TO DO: Work through the data line by line, gathering every line that has the word "Merlin".

GIVEN INFORMATION:
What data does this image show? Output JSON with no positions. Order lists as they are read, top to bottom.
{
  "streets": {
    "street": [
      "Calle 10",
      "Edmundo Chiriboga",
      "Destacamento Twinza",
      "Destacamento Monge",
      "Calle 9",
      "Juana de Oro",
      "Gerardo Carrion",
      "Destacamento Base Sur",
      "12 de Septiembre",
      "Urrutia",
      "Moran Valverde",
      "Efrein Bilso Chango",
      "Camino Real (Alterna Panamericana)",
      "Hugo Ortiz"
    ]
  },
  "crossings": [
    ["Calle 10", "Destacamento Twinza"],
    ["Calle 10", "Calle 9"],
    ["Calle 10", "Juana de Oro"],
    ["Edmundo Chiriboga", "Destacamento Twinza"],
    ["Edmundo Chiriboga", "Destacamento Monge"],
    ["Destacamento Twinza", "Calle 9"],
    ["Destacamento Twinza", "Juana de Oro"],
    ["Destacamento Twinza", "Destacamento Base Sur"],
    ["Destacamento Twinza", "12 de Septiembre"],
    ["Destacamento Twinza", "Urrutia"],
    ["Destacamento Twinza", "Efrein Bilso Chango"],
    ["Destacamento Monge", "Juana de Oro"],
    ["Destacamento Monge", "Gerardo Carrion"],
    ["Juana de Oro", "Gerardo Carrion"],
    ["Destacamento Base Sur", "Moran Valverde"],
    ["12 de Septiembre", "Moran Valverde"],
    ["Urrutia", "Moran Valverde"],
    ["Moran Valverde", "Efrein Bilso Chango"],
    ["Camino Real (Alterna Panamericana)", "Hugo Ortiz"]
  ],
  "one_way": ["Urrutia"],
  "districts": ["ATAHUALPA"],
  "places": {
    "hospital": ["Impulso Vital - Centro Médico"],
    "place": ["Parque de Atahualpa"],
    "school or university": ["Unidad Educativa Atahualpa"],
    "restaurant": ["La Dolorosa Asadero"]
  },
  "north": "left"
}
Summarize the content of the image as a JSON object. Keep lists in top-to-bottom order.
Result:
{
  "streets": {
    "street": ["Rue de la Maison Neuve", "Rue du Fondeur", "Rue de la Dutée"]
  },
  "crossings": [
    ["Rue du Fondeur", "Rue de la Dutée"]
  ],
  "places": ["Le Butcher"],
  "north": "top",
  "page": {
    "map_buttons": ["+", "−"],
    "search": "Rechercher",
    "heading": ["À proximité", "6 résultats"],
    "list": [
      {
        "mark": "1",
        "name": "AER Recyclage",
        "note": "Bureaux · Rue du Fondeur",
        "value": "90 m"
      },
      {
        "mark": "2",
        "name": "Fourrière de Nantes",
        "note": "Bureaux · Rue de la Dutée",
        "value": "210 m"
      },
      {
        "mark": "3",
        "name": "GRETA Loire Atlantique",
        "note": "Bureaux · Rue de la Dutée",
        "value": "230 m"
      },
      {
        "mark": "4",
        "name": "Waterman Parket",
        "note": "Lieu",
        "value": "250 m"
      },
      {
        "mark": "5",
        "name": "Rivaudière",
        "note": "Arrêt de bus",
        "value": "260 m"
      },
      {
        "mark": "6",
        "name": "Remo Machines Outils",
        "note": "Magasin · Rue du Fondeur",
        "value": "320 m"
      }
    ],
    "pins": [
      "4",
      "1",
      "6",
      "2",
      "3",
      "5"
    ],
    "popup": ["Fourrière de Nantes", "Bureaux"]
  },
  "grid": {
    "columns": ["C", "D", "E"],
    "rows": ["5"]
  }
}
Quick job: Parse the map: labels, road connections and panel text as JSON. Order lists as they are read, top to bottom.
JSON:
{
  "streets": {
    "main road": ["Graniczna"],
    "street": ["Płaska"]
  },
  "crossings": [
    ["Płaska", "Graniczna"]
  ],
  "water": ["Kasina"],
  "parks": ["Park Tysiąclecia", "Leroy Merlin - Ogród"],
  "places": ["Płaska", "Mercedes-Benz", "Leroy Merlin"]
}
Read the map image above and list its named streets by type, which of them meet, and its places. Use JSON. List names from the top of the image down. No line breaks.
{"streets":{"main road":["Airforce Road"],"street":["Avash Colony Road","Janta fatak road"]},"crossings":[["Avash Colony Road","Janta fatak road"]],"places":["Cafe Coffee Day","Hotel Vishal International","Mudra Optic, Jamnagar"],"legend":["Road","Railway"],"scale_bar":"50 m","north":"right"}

FINAL ANSWER:
  "parks": ["Park Tysiąclecia", "Leroy Merlin - Ogród"],
  "places": ["Płaska", "Mercedes-Benz", "Leroy Merlin"]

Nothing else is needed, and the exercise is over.